情報不足のまま契約、国「要件は事前に示して」
介護や結婚といったやむを得ない事情が生じ、奨学金を利息とともに返済しても、要件を満たさなければ、都道府県が離脱を認めない現状がある。受験生は十分な情報がないまま入学を決めて、後からトラブルになるケースが後を絶たない。
大学医学部に地域枠がある47都道府県に、朝日新聞が7~9月にアンケートを実施。
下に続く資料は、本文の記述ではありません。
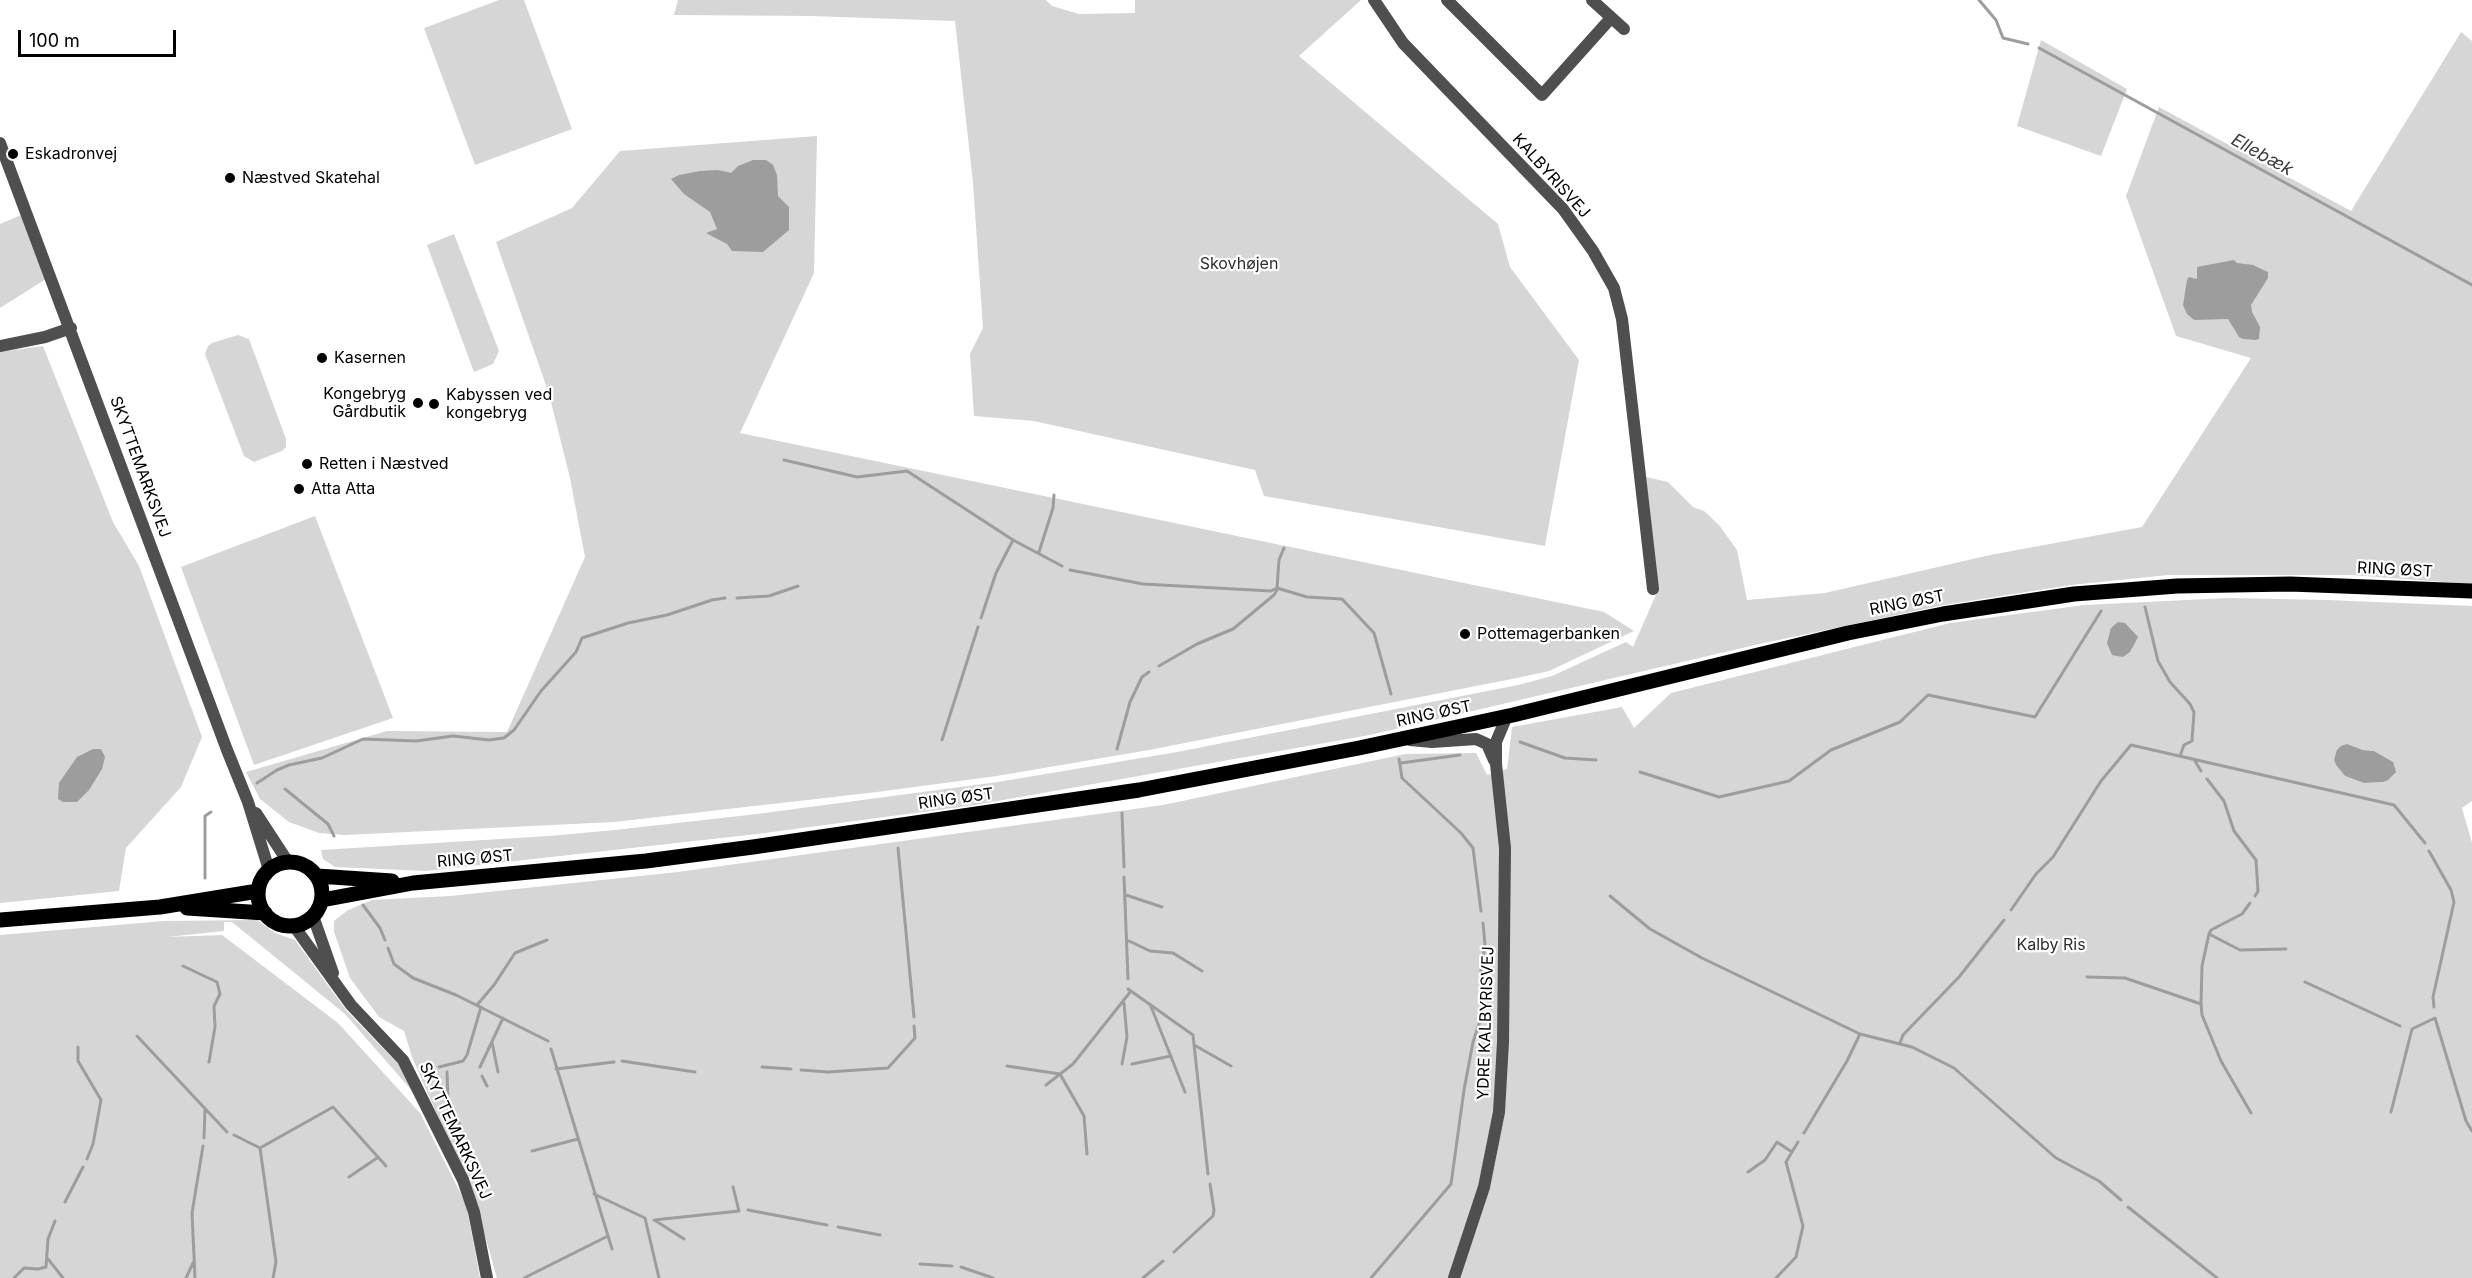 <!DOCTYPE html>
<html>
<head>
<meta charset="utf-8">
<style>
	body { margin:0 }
	#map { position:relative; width:2472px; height:1278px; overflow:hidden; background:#fff; font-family:Inter,sans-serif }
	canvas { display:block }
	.scale { position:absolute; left:18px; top:30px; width:158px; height:27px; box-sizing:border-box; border:3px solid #000; border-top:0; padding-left:8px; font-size:18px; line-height:21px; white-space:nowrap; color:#000; -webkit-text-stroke:4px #fff; paint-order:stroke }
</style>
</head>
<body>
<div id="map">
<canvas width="2472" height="1278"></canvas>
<div class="scale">100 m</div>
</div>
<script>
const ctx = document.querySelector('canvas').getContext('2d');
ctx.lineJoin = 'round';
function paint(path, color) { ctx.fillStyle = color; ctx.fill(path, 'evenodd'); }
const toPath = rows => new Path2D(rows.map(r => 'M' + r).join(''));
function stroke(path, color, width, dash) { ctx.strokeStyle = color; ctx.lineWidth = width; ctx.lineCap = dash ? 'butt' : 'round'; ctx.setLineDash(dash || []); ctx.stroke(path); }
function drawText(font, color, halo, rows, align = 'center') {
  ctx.font = font + ' Inter,sans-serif'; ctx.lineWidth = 4.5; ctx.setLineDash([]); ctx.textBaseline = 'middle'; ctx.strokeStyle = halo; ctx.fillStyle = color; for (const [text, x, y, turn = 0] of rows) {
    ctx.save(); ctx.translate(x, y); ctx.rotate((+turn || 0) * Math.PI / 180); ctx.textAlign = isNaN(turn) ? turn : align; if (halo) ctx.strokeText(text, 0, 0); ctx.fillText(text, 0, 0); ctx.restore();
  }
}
const green = toPath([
	[499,0,524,0,572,129,475,165,424,28],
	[678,0,1046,0,1052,6,1079,14,1135,13,1135,0,1361,0,1299,56,1498,224,1510,267,1579,360,1545,546,1264,496,1255,470,1034,421,974,416,970,354,983,328,973,183,955,21,811,16,674,15],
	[2461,32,2472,41,2472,584,2351,575,2168,575,2071,585,1944,605,1755,645,1370,735,975,805,757,834,426,871,335,867,323,859,321,850,549,836,615,830,757,814,998,782,1177,752,1518,685,1552,676,1626,642,1633,647,1658,590,1646,477,1668,482,1693,507,1704,511,1719,525,1737,550,1747,600,1825,593,1990,555,2142,527,2251,358,2176,336,2126,196,2159,107,2351,211],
	[2041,40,2127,89,2101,156,2017,126],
	[817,136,814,273,740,433,1604,612,1634,631,1549,671,1517,678,1149,750,997,776,877,792,614,822,345,835,319,833,289,822,260,799,246,772,387,731,507,732,585,557,570,478,549,394,496,242,572,208,620,151],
	[21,215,46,279,0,308,0,224],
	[454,234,499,351,493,364,474,372,427,245],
	[238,335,249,339,286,439,286,447,282,451,254,462,244,456,205,354,208,346,212,343],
	[43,346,113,522,139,566,202,737,181,787,126,848,119,891,0,903,0,352],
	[315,516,393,718,254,765,181,567],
	[2228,598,2327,600,2472,606,2472,801,2462,808,2472,843,2472,1278,497,1278,475,1201,412,1057,404,1031,379,1017,350,978,334,932,334,921,348,910,372,900,450,896,678,872,1163,805,1405,754,1476,753,1487,775,1507,769,1512,727,1622,707,1634,728,1671,693,1950,623,2084,605],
	[2347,744,2363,750,2374,751,2393,762,2383,782,2364,783,2345,776,2336,765,2334,759],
	[257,920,275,933,295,940,346,1010,398,1064,413,1092,345,1014,232,922,224,922,224,931,167,937,222,935,338,1023,420,1113,466,1204,480,1278,0,1278,0,935,164,921]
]);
const water = toPath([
	[753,160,766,160,773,165,777,175,778,196,789,207,789,230,763,252,732,251,727,244,706,233,717,229,710,212,684,194,671,179,679,175,700,171,718,170,731,173,738,166],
	[2234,260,2237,263,2253,265,2268,272,2268,278,2251,305,2252,312,2260,327,2259,339,2256,340,2243,339,2239,337,2228,319,2194,320,2187,314,2183,305,2187,280,2189,277,2197,279,2197,267],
	[2118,622,2125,623,2138,637,2130,652,2123,657,2112,655,2107,643,2111,628],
	[2347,744,2363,750,2374,751,2388,759,2393,762,2396,772,2388,780,2383,782,2364,783,2345,776,2336,765,2334,760,2337,750,2341,746],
	[93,749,101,749,105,757,102,769,89,790,77,802,63,802,58,799,59,783,77,757]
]);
const stream = toPath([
	[1979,0,1996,20,2003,38,2028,44],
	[2039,48,2472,285],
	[784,460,857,477,907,471,1013,540,1062,566],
	[1284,548,1279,560,1277,588,1307,597,1342,599,1374,633,1391,694],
	[1039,552,1053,508,1054,495],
	[1070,570,1143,584,1271,591,1277,588],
	[737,598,769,596,798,586],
	[2145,607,2158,661,2170,682,2190,704,2194,712,2192,741,2184,745,2180,756],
	[981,618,996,573,1013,540],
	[1159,666,1197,644,1233,629,1274,595,1277,590],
	[942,740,978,627],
	[1520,742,1565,758,1596,760],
	[1117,749,1130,702,1142,677,1149,672],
	[1399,759,1402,778,1461,833,1473,848,1481,911],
	[2195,761,2201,771],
	[1401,763,1460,755],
	[1640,772,1719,797,1789,781,1831,750,1900,722,1928,695,2035,717,2101,611],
	[2207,779,2224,801,2234,831,2256,860,2258,891,2255,896],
	[257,783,277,770,289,765,322,758,363,739,416,741,453,736,489,740,504,738,514,730,541,691,576,652,582,638,628,623,667,615,712,600,725,598],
	[285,789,328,824,334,836],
	[1122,813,1124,867],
	[898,848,914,1017],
	[2429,851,2451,890,2454,902,2433,997,2434,1007],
	[1124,877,1128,979],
	[205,878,205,816,211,812],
	[1126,895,1162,907],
	[1610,896,1650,929,1702,958,1860,1034,1912,1047,1954,1068,2056,1158,2099,1181,2121,1200],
	[2250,903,2242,914,2211,930,2209,934,2202,966,2201,1004,2202,1015,2221,1061,2251,1113],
	[363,905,380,928,385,940],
	[2011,910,2036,874,2053,857,2101,781,2131,745,2394,805,2425,843],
	[2209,934,2240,950,2286,949],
	[1129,941,1150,951,1173,953,1202,971],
	[388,948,394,964,413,978,456,995,548,1041],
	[183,966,217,982,220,994,214,1006,215,1027,209,1062],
	[2087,977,2125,978,2201,1004],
	[2305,982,2400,1026],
	[1128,989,1193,1035,1208,1174],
	[1150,1004,1185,1092],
	[477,1005,494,985,515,953,547,940],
	[137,1036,227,1132],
	[492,1042,498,1072],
	[1900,1043,1903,1035,1959,977,2004,920],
	[1196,1046,1231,1066],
	[78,1047,78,1061,101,1100,93,1144,87,1159],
	[551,1049,612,1249],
	[622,1061,695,1072],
	[1122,1064,1127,1037,1124,1003],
	[1132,1064,1171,1056],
	[1007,1066,1060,1074,1084,1116,1087,1154],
	[439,1067,463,1061,467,1055,481,1007],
	[480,1067,503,1018],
	[762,1067,791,1069],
	[556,1069,614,1062],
	[801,1070,828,1072,888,1068,915,1038,914,1026],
	[447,1072,448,1101,459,1123],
	[482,1076,487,1086],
	[1046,1085,1073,1064,1131,991],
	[2391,1112,2412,1029,2435,1018,2466,1121,2472,1131],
	[1804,1133,1847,1061,1860,1034],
	[234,1135,260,1148,276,1262,273,1278],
	[204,1138,205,1110],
	[260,1148,333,1107,386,1166],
	[532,1151,578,1139],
	[1748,1172,1765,1160,1777,1142,1792,1152],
	[349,1177,377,1158],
	[594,1194,645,1218,659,1278],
	[65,1202,83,1167],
	[2128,1207,2217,1278],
	[748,1210,827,1225],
	[654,1220,739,1211,733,1187],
	[656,1221,684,1239],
	[838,1227,880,1235],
	[1174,1252,1213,1216,1214,1210,1210,1184],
	[48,1259,63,1278],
	[920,1264,952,1266],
	[961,1267,993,1278],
	[14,1278,24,1268,38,1269,46,1267,48,1239,55,1221],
	[186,1278,193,1263],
	[195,1278,192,1213,203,1146],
	[524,1278,608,1236],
	[1143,1278,1163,1261],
	[1371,1278,1451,1184,1464,1090,1473,1042,1483,1012,1481,971,1485,945,1483,923],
	[1776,1278,1796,1257,1803,1226,1786,1162,1798,1142]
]);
const minor = toPath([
	[1374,0,1403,43,1563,209,1593,251,1614,288,1622,319,1653,589],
	[1447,0,1542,95,1611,18],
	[1592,0,1624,29],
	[0,143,227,750,248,802,269,870],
	[0,346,45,337,71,328],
	[1410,740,1432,742,1476,739,1487,744,1494,760],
	[256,813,288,862],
	[313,916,333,973],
	[294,926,351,1005,403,1060,463,1180,474,1212,487,1278],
	[1454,1278,1484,1187,1499,1112,1503,1042,1505,848,1496,764,1496,742,1507,716]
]);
const major = toPath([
	'258 894a32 32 0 1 1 64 0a32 32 0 1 1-64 0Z',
	[317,876,392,881],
	[322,900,413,883,646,861,753,847,1139,790,1359,748,1513,715,1848,633,1943,614,2074,594,2177,586,2290,584,2472,591],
	[187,908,265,913],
	[0,920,160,907,258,891]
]);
const markers = [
	[13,154,6,"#000"],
	[230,178,6,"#000"],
	[322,358,6,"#000"],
	[418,403,6,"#000"],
	[434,404,6,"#000"],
	[307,464,6,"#000"],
	[299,489,6,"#000"],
	[1465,634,6,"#000"]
];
const poiNames = [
	["Eskadronvej",25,154],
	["Næstved Skatehal",242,178],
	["Kasernen",334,358],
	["Kongebryg",406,394,"right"],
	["Gårdbutik",406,412,"right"],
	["Kabyssen ved",446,395],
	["kongebryg",446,413],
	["Retten i Næstved",319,464],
	["Atta Atta",311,489],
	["Pottemagerbanken",1477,634]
];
const streetNames = [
	["KALBYRISVEJ",1551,176,48],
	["SKYTTEMARKSVEJ",140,467,70],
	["RING ØST",2395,570,3],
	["RING ØST",1907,603,-11],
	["RING ØST",1434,714,-12],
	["RING ØST",956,799,-8],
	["RING ØST",475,859,-5],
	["YDRE KALBYRISVEJ",1486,1023,-88],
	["SKYTTEMARKSVEJ",455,1131,65]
];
const parkNames = [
	["Skovhøjen",1239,264],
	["Kalby Ris",2051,945]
];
const waterNames = [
	["Ellebæk",2262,155,29]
];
paint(green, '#d6d6d6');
paint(water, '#9d9d9d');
stroke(stream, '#9d9d9d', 3);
stroke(minor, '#4f4f4f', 12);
stroke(major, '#000', 15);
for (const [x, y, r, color] of markers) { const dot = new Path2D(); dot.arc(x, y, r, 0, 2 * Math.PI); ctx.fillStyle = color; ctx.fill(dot); stroke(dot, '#fff', 2); }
drawText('16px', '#000', '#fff', poiNames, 'left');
drawText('16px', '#000', '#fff', streetNames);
drawText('16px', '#2d2d2d', '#fff', parkNames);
drawText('italic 18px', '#3e3e3e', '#fff', waterNames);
</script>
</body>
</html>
新潟県を除く46都道府県から回答を得た。
都道府県の回答一覧は、記事末尾にあります。
地域枠は、地方に医師を確保するために、大学医学部卒業後に9年以上、枠をつくった都道府県で診療することを条件とした入試枠。類似の枠も合わせると、全国の医学部定員の2割を占める。
今回、調査対象としたのは、地域枠のうち、各都道府県が大学医学部に要請し、国の許可を得て医学部定員を臨時に増やした枠。医学部定員の約10%にあたる。一般枠とは別に、高校推薦などによる選抜試験があり、卒業後、枠をつくった都道府県で9年以上診療する「従事要件」が課される。基本的には学部6年と合わせて計15年以上をその地域で過ごすことになる。
青森県を除くすべての都道府県が、入学時に奨学金を借りることを必須とし、義務を果たせば返済を免除している。
一方、途中で家族の介護や結婚といったやむを得ない事情が生じ、奨学金を利息とともに返済したとしても、都道府県の同意がないまま離脱すれば、医師として重いペナルティーがある。このため、離脱したくても相談できないという医学生や医師の声は少なくない。
厚生労働省は、入学後のトラブルを防ぐため、受験生と保護者に離脱要件を示し、志願時に書面で同意を得るよう都道府県と大学に求めている。